Pumpkin Bundt Cake with Cinnamon Cream Cheese Frosting

Pumpkin Bundt Cake with Cinnamon Cream Cheese Frosting is the recipe for delicious and easy, moist and spicy pumpkin cake – perfect for Halloween, or any other occasion during the pumpkin season.
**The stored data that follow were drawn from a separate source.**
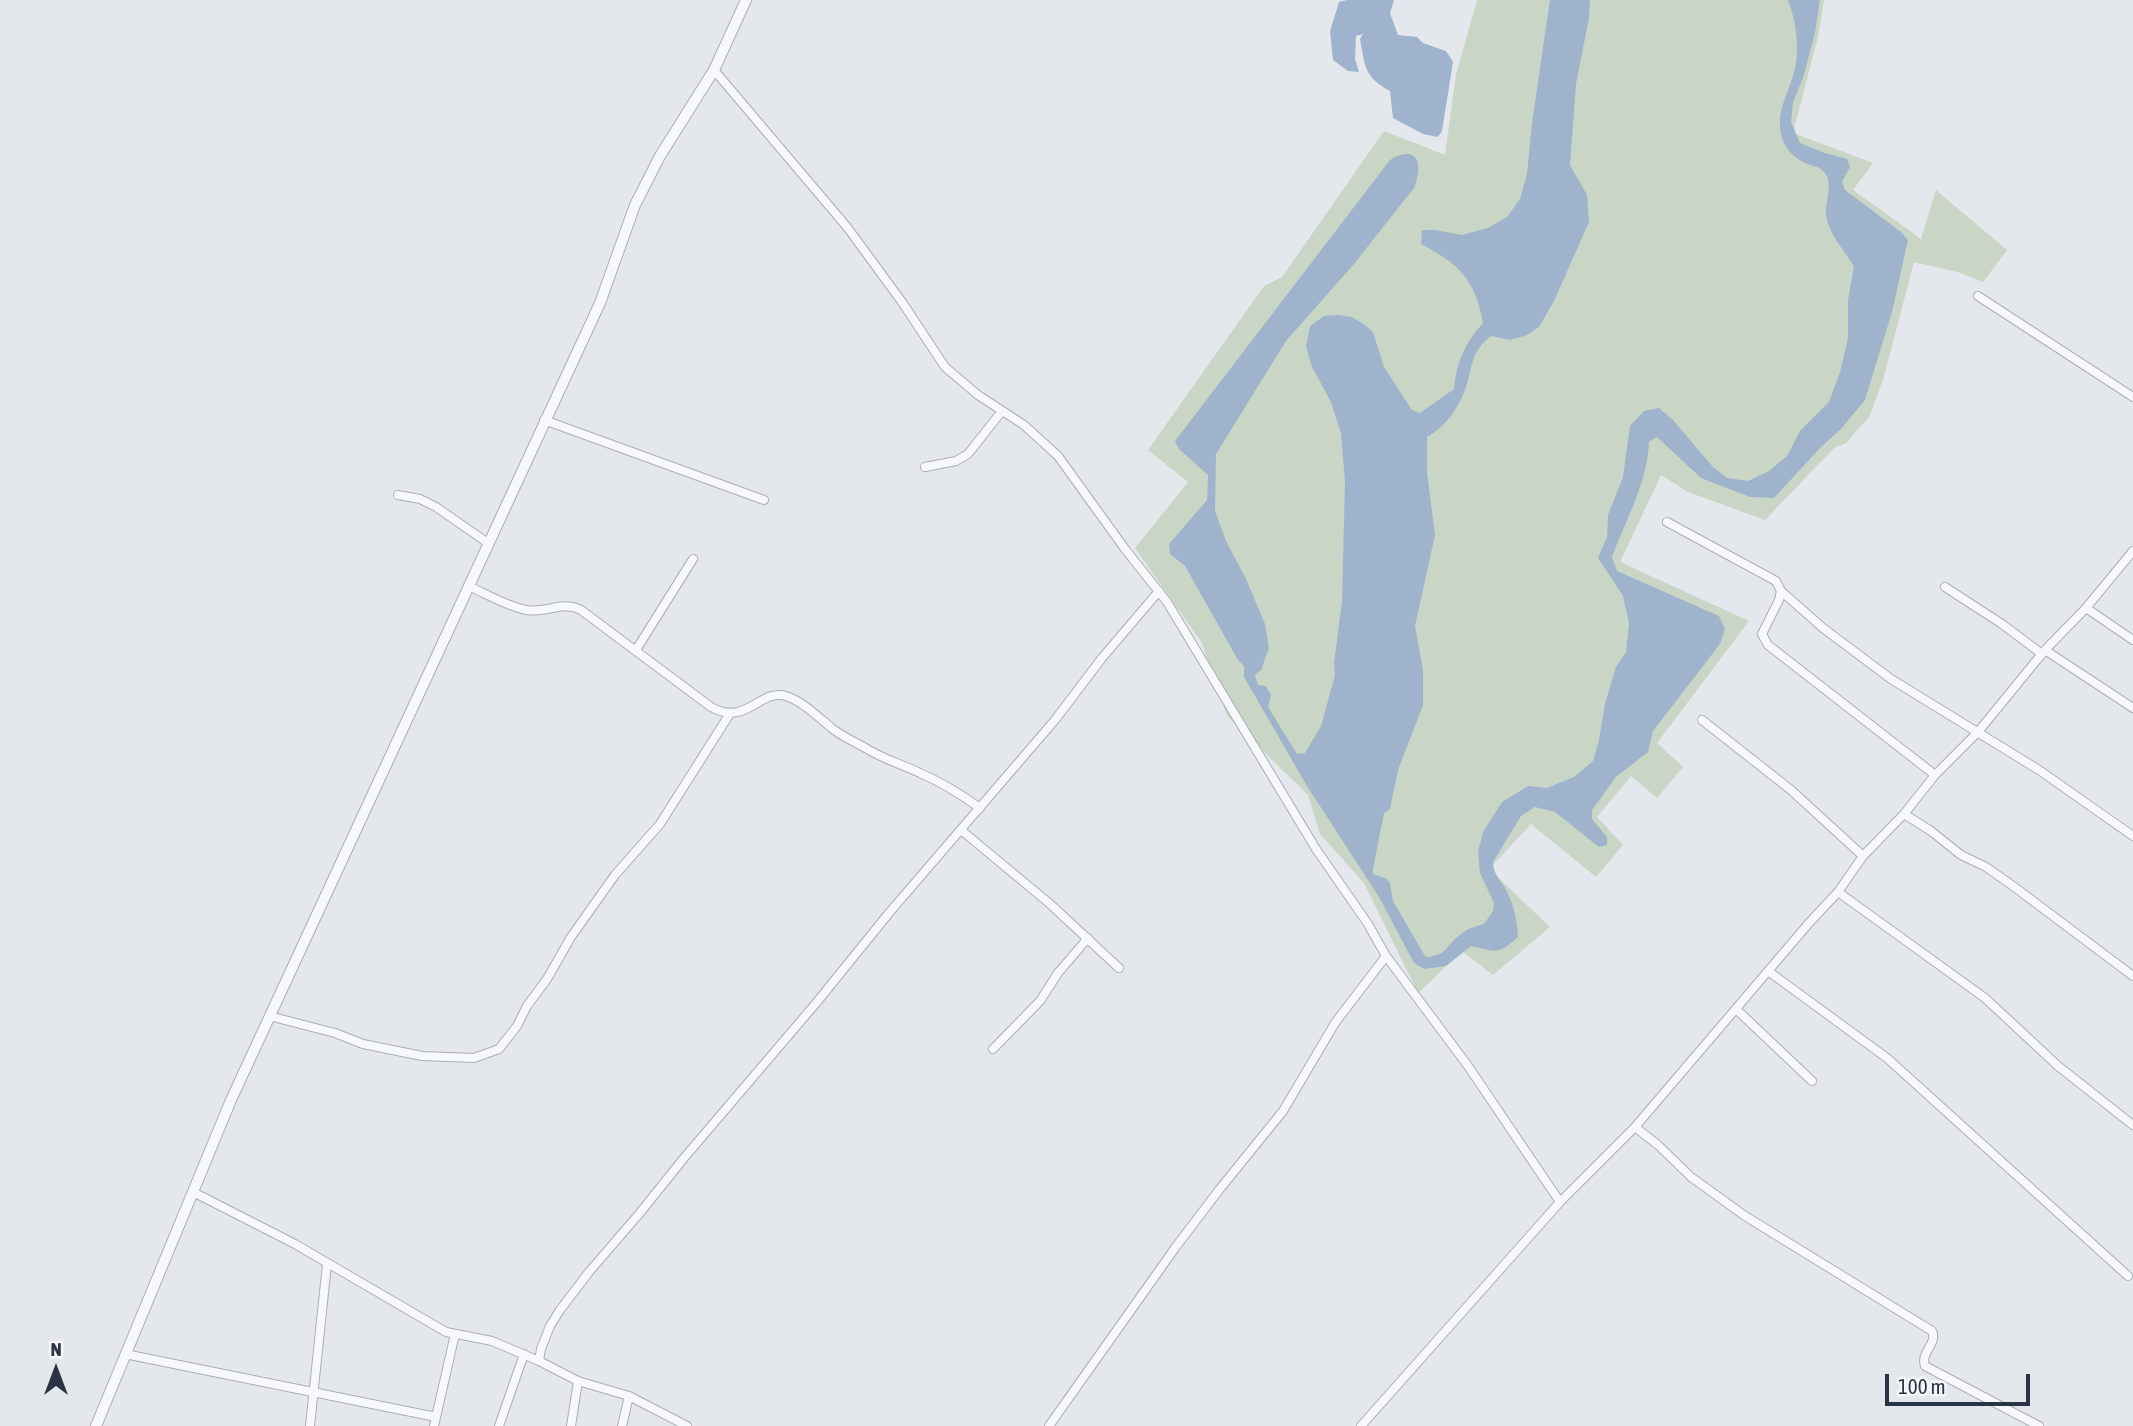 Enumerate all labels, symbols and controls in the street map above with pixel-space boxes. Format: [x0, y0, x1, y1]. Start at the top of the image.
north arrow [21, 1335, 91, 1405]
text: N [50, 1338, 62, 1360]
scale bar [1888, 1360, 2033, 1404]
text: 100 m [1898, 1374, 1946, 1398] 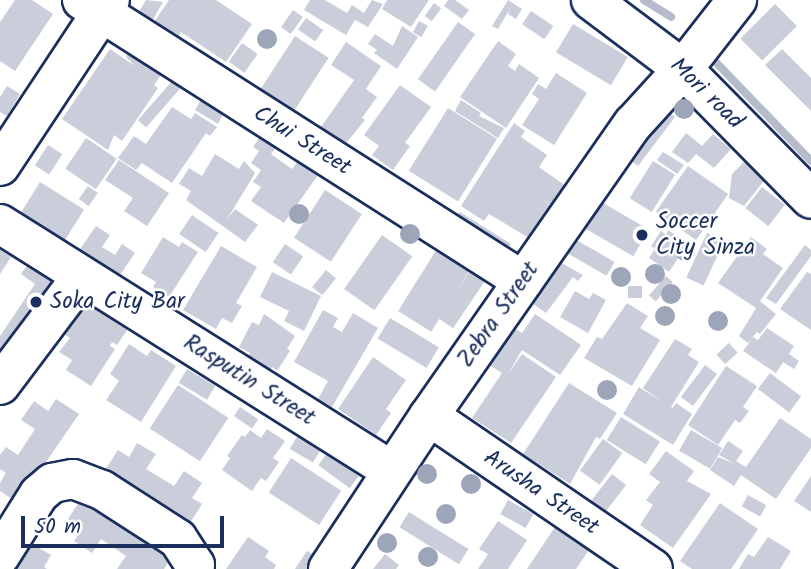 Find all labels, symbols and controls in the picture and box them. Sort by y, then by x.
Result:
street label: Mori road [664,52,748,136]
street label: Chui Street [248,100,356,182]
place label: Soccer City Sinza [656,208,755,262]
marker: Soccer City Sinza [634,227,650,243]
street label: Zebra Street [453,257,545,373]
place label: Soka City Bar [50,288,185,316]
marker: Soka City Bar [28,294,44,310]
street label: Rasputin Street [178,329,320,433]
street label: Arusha Street [478,444,604,542]
scale bar [24,503,228,546]
text: 50 m [34,511,81,544] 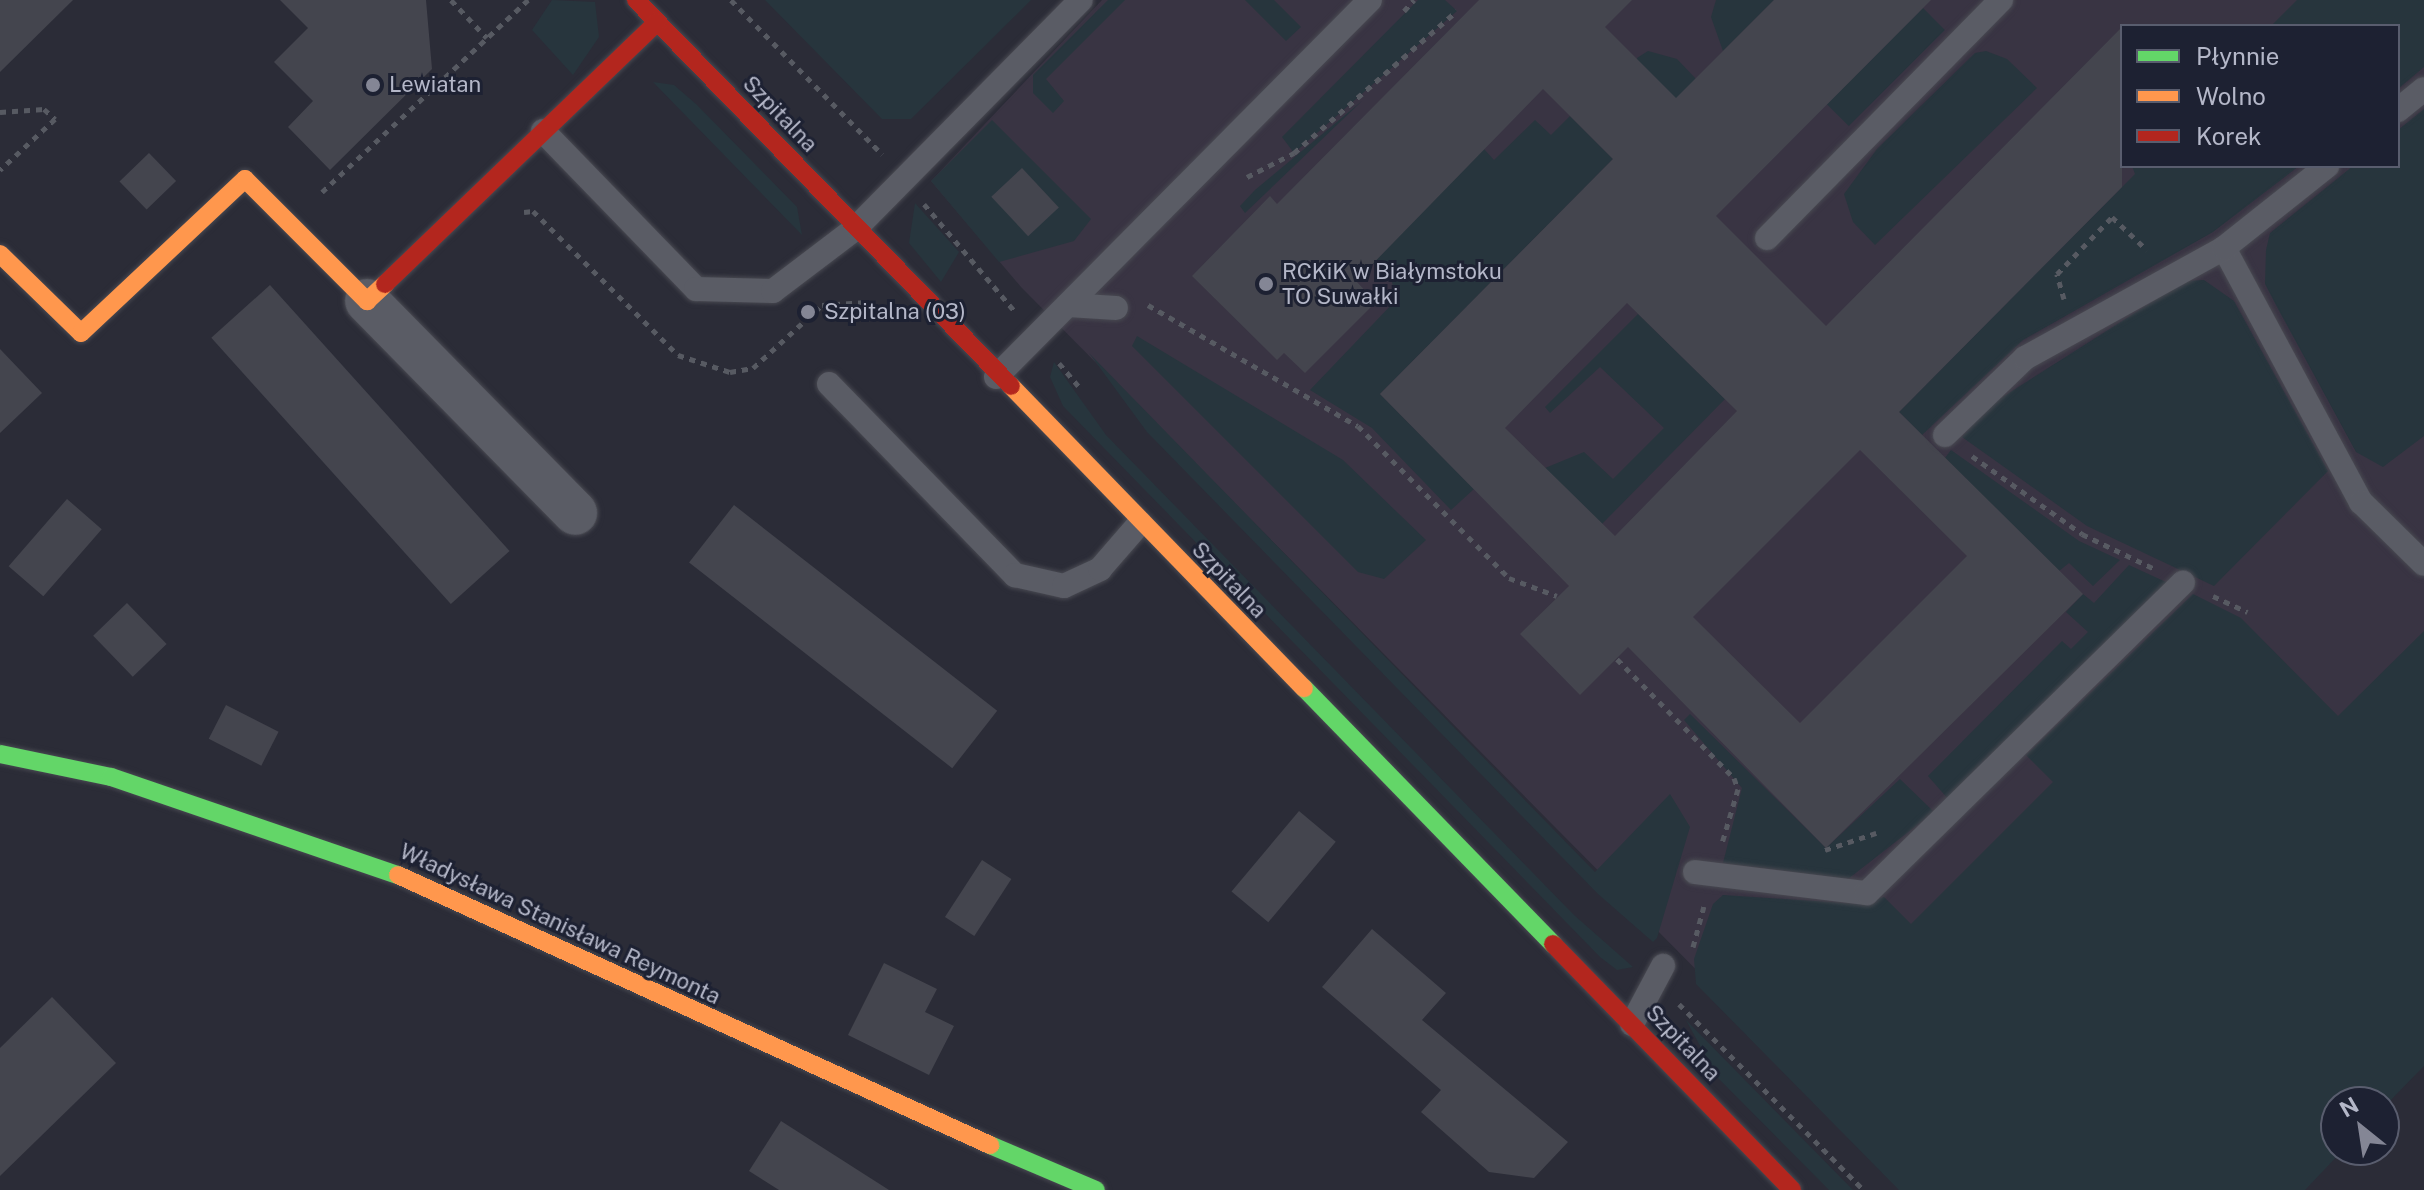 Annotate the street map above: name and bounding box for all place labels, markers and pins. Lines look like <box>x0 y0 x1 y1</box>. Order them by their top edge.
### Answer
place label: Lewiatan <box>389 72 481 98</box>
marker: Lewiatan <box>364 76 382 94</box>
place label: RCKiK w Białymstoku TO Suwałki <box>1282 258 1502 310</box>
marker: RCKiK w Białymstoku TO Suwałki <box>1257 275 1275 293</box>
place label: Szpitalna (03) <box>824 299 966 325</box>
marker: Szpitalna (03) <box>799 303 817 321</box>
– 2 cups all-purpose flour – 1 teaspoon baking powder – 1/2 teaspoon baking soda – 1/2 teaspoon salt – 2 teaspoons ground cinnamon – 1/2 teaspoon ground nutmeg – 1/2 teaspoon ground clove – 1 cup unsalted butter, softened – 1 cup granulated sugar – 1 cup packed light brown sugar – 4 large egg – 1 (15-ounce) can pumpkin puree – 1 teaspoon vanilla extract For the Cinnamon Cream Cheese Frosting: – 8 ounces cream cheese, softened – 1/2 cup unsalted butter, softened – 4 cups powdered sugar – 1 teaspoon vanilla extract – 1 teaspoon ground cinnamon

Step 1

Preheat oven to 350°F (175°C). Grease and flour a 10-inch Bundt pan.

Step 2

In a bowl, whisk together flour, baking powder, baking soda, salt, cinnamon, nutmeg, and cloves.

Step 3

In another bowl, beat butter, granulated sugar, and brown sugar until light and fluffy. Add eggs one at a time, beating well after each addition. Stir in pumpkin and vanilla.

Step 4

Gradually add dry ingredients to wet ingredients, mixing until just combined. Pour batter into prepared Bundt pan.

Step 5

Bake for 50-60 minutes or until a toothpick inserted into the center comes out clean. Cool in pan for 10 minutes, then transfer to a wire rack to cool completely.

Step 6

For the frosting, beat cream cheese and butter until smooth. Gradually add powdered sugar, vanilla, and cinnamon, beating until creamy. Spread over cooled cake. Enjoy!